_Assignment_
If a line in the records below includes the word "they", count it, then give the total and nothing else.

- Opening Delimiter -

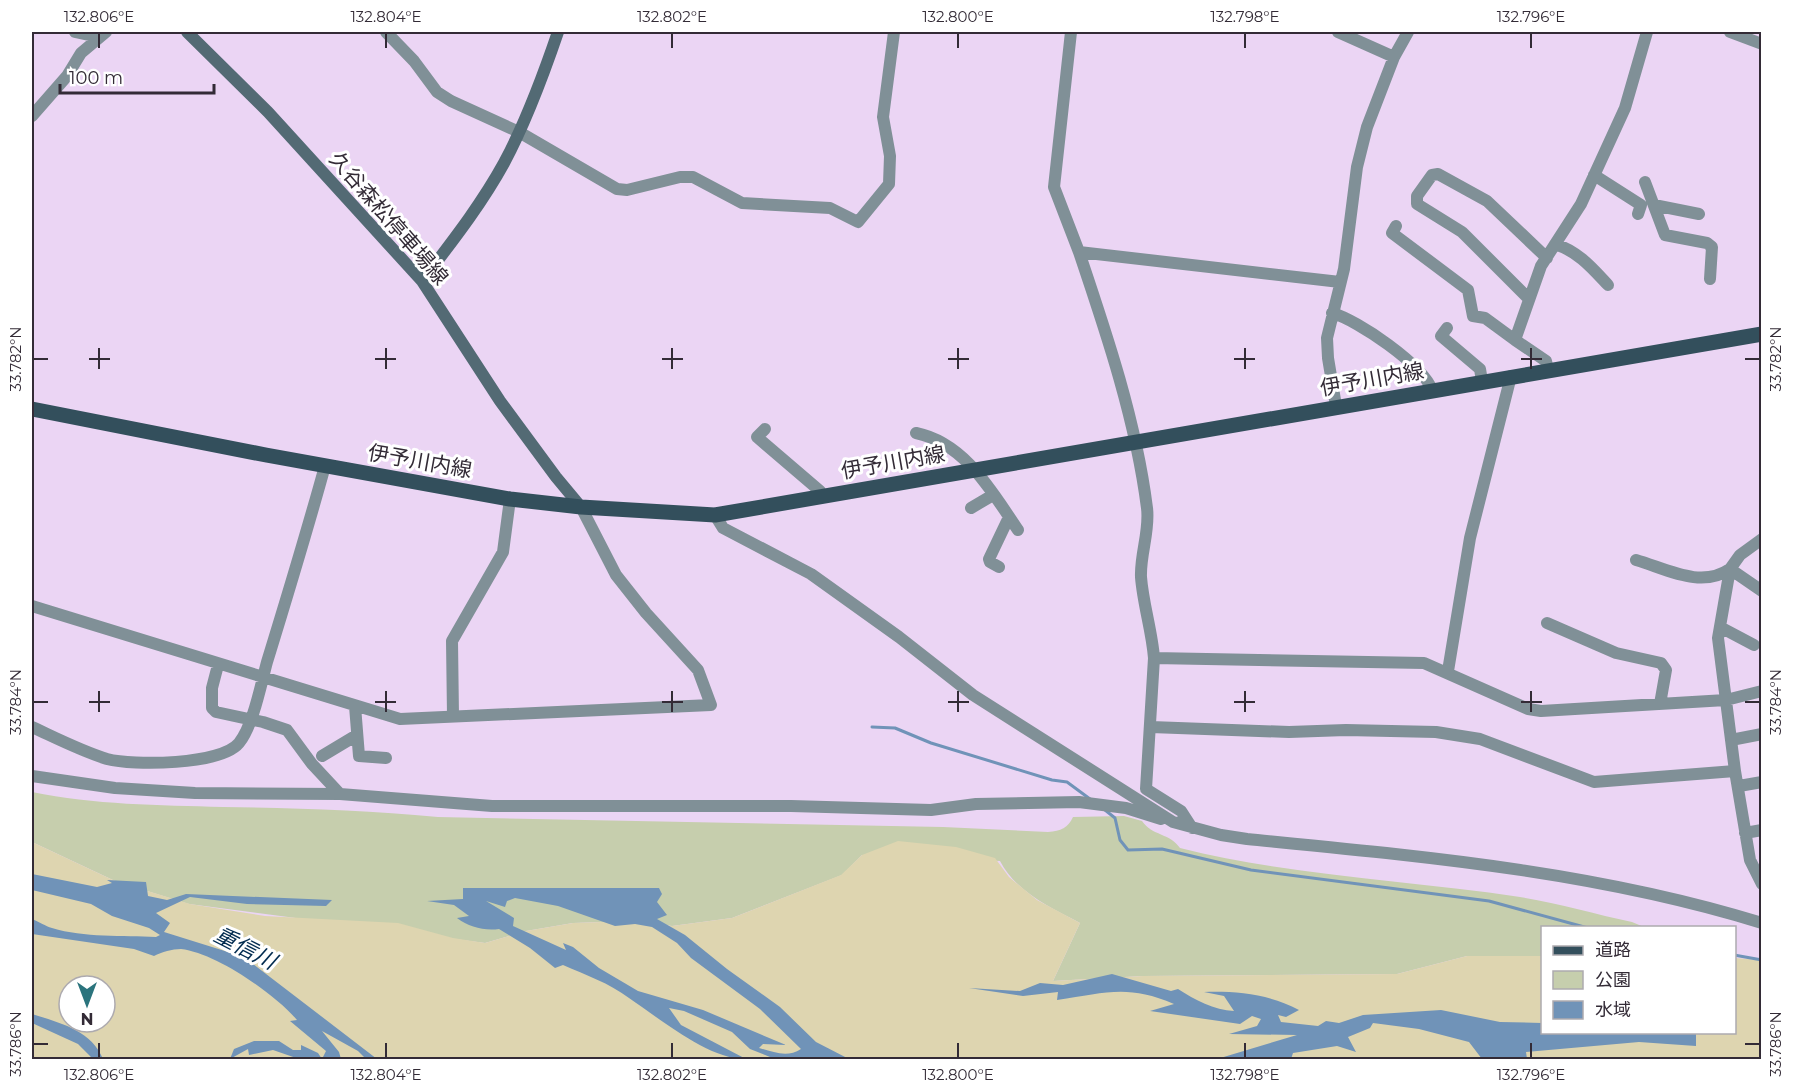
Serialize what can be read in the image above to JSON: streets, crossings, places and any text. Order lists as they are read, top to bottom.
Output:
{
  "streets": {
    "main road": ["久谷森松停車場線", "伊予川内線"]
  },
  "crossings": [
    ["久谷森松停車場線", "伊予川内線"]
  ],
  "water": ["重信川"],
  "legend": ["道路", "公園", "水域"],
  "scale_bar": "100 m",
  "north": "bottom",
  "coordinates": [
    "132.806°E",
    "132.804°E",
    "132.802°E",
    "132.800°E",
    "132.798°E",
    "132.796°E",
    "33.782°N",
    "33.784°N",
    "33.786°N"
  ]
}
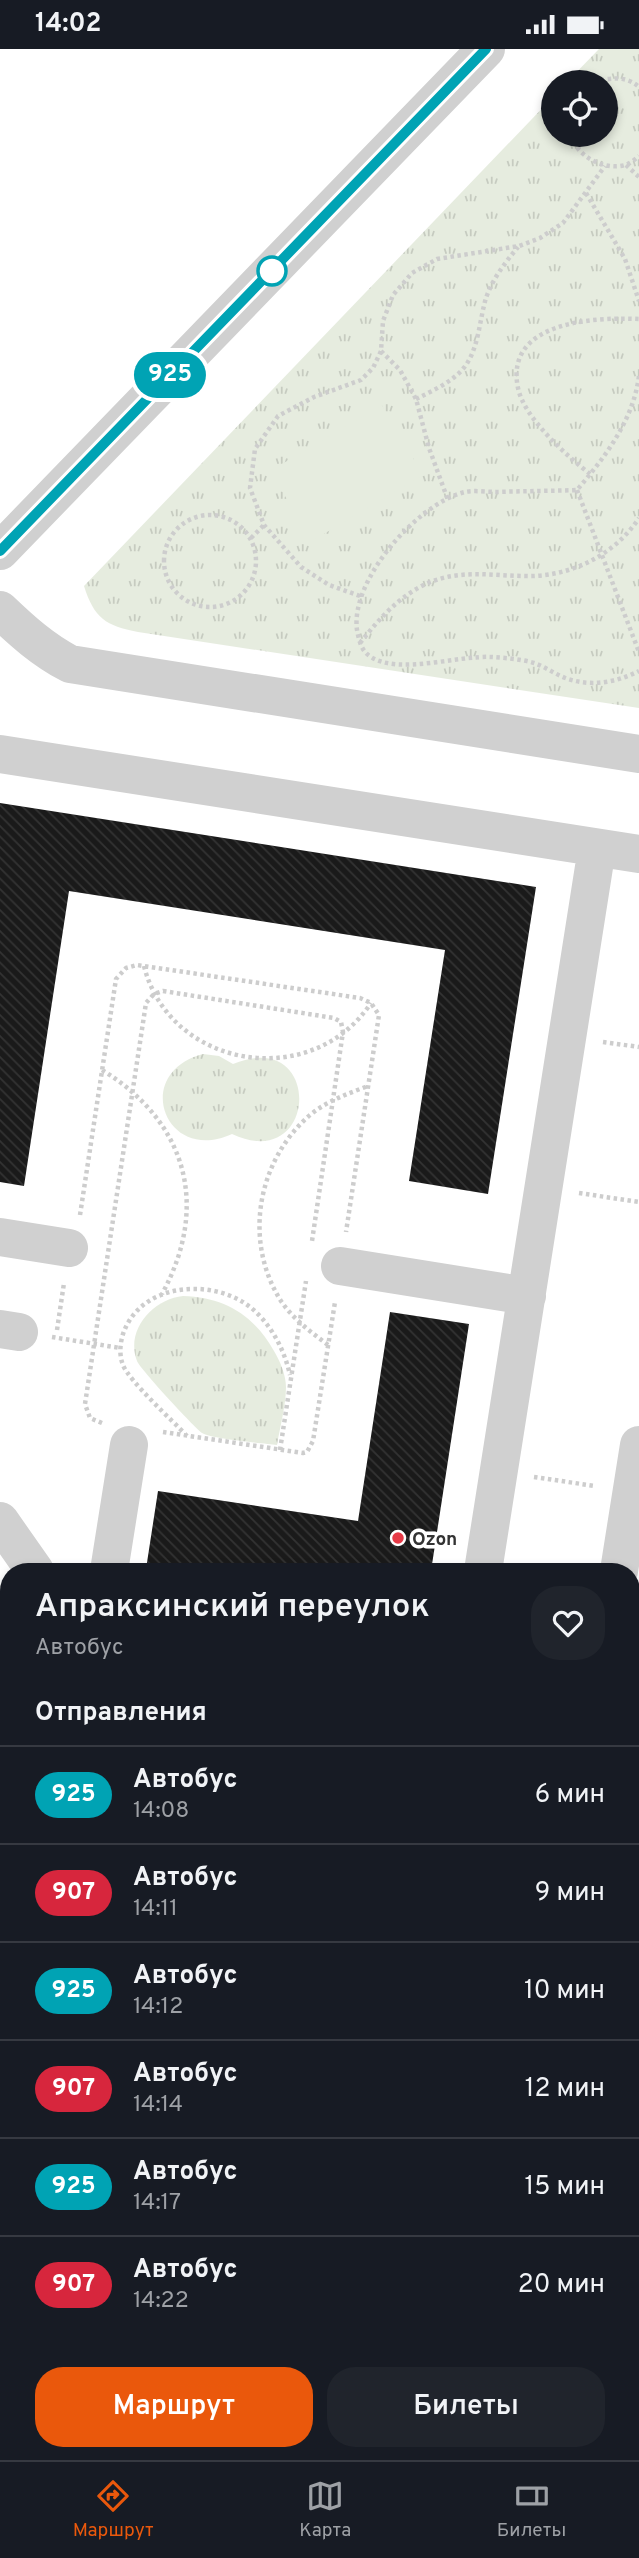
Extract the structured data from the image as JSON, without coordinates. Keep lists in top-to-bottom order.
{
  "places": ["Ozon"],
  "lines": ["bus line 925"],
  "page": {
    "status": "14:02",
    "on_map": "925",
    "heading": [
      ["Апраксинский переулок", "Автобус"],
      "Отправления"
    ],
    "list": [
      {
        "mark": "925",
        "name": "Автобус",
        "note": "14:08",
        "value": "6 мин"
      },
      {
        "mark": "907",
        "name": "Автобус",
        "note": "14:11",
        "value": "9 мин"
      },
      {
        "mark": "925",
        "name": "Автобус",
        "note": "14:12",
        "value": "10 мин"
      },
      {
        "mark": "907",
        "name": "Автобус",
        "note": "14:14",
        "value": "12 мин"
      },
      {
        "mark": "925",
        "name": "Автобус",
        "note": "14:17",
        "value": "15 мин"
      },
      {
        "mark": "907",
        "name": "Автобус",
        "note": "14:22",
        "value": "20 мин"
      }
    ],
    "buttons": ["Маршрут", "Билеты"],
    "tabs": ["Маршрут", "Карта", "Билеты"]
  }
}
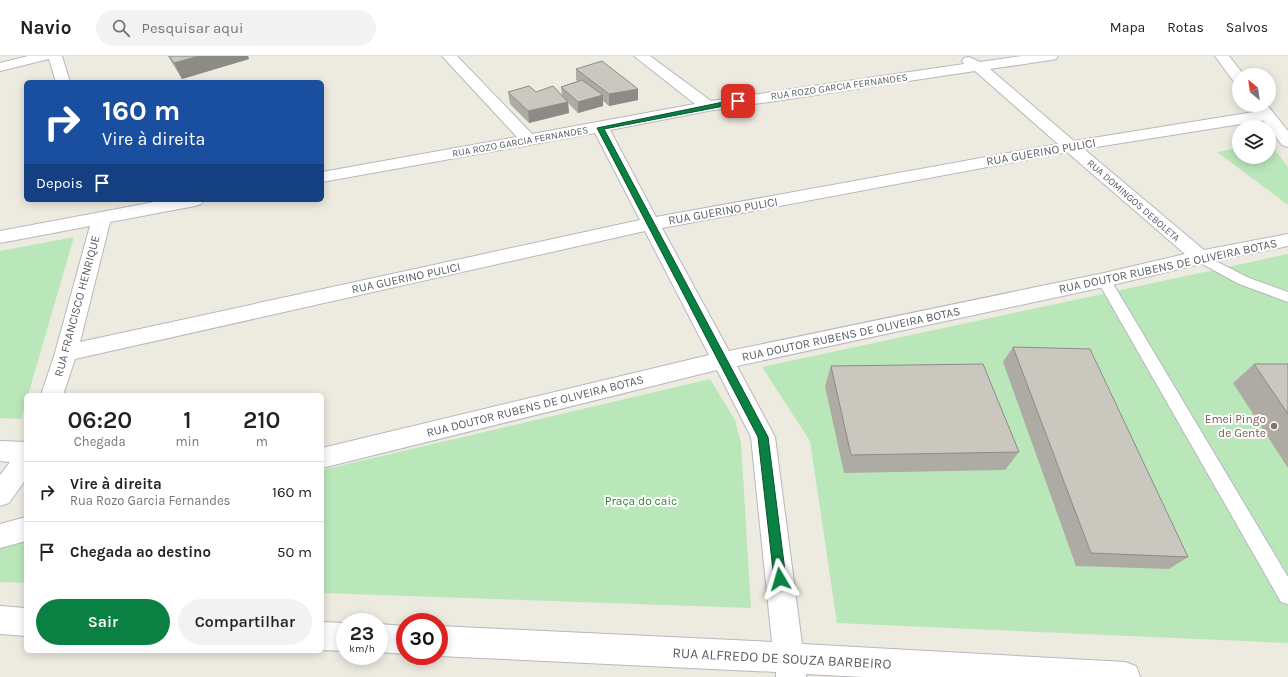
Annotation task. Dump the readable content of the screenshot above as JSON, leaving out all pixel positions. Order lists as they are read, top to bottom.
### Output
{
  "streets": {
    "street": [
      "RUA ROZO GARCIA FERNANDES",
      "RUA GUERINO PULICI",
      "RUA DOMINGOS DEBOLETA",
      "RUA DOUTOR RUBENS DE OLIVEIRA BOTAS",
      "RUA FRANCISCO HENRIQUE",
      "RUA ALFREDO DE SOUZA BARBEIRO"
    ]
  },
  "crossings": [
    ["RUA ROZO GARCIA FERNANDES", "RUA DOMINGOS DEBOLETA"],
    ["RUA GUERINO PULICI", "RUA DOMINGOS DEBOLETA"],
    ["RUA GUERINO PULICI", "RUA FRANCISCO HENRIQUE"],
    ["RUA DOMINGOS DEBOLETA", "RUA DOUTOR RUBENS DE OLIVEIRA BOTAS"]
  ],
  "parks": ["Praça do caic"],
  "places": ["Emei Pingo de Gente"],
  "north": "top left",
  "page": {
    "header": "Navio",
    "search": "Pesquisar aqui",
    "nav": ["Mapa", "Rotas", "Salvos"],
    "turn": ["160 m", "Vire à direita"],
    "then": "Depois",
    "eta": [
      "06:20",
      "Chegada",
      "1",
      "min",
      "210",
      "m"
    ],
    "list": [
      {
        "name": "Vire à direita",
        "note": "Rua Rozo Garcia Fernandes",
        "value": "160 m"
      },
      {
        "name": "Chegada ao destino",
        "value": "50 m"
      }
    ],
    "buttons": ["Sair", "Compartilhar"],
    "speed": "23 km/h",
    "limit": "30"
  }
}
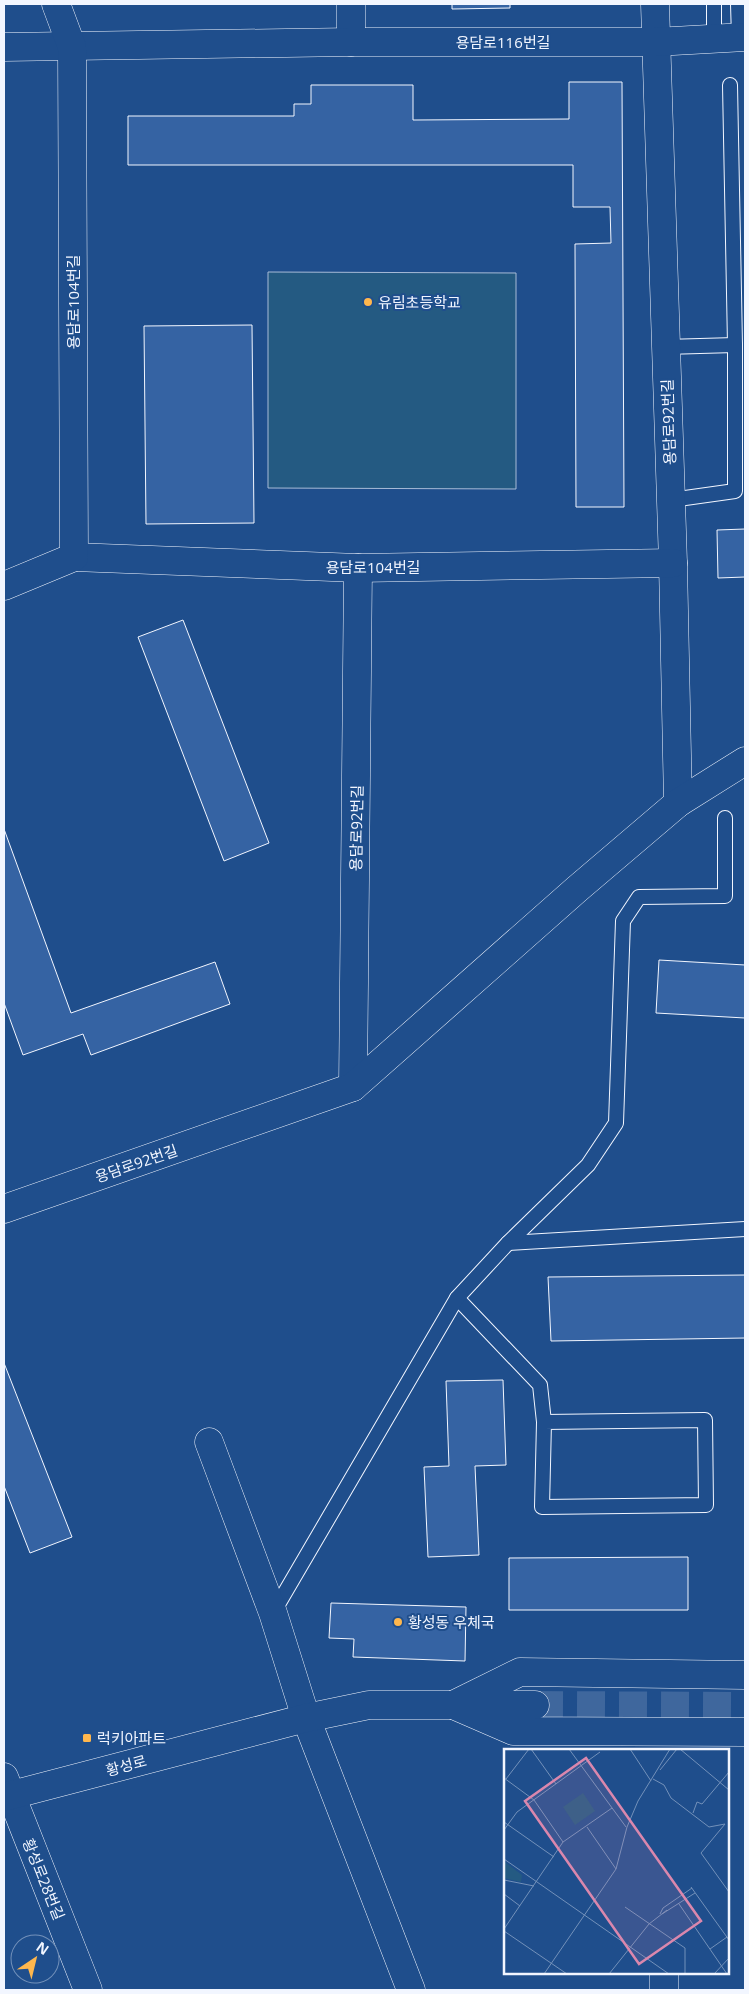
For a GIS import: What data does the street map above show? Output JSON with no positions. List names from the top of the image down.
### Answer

- Closing Delimiter -

_Solved problem_
2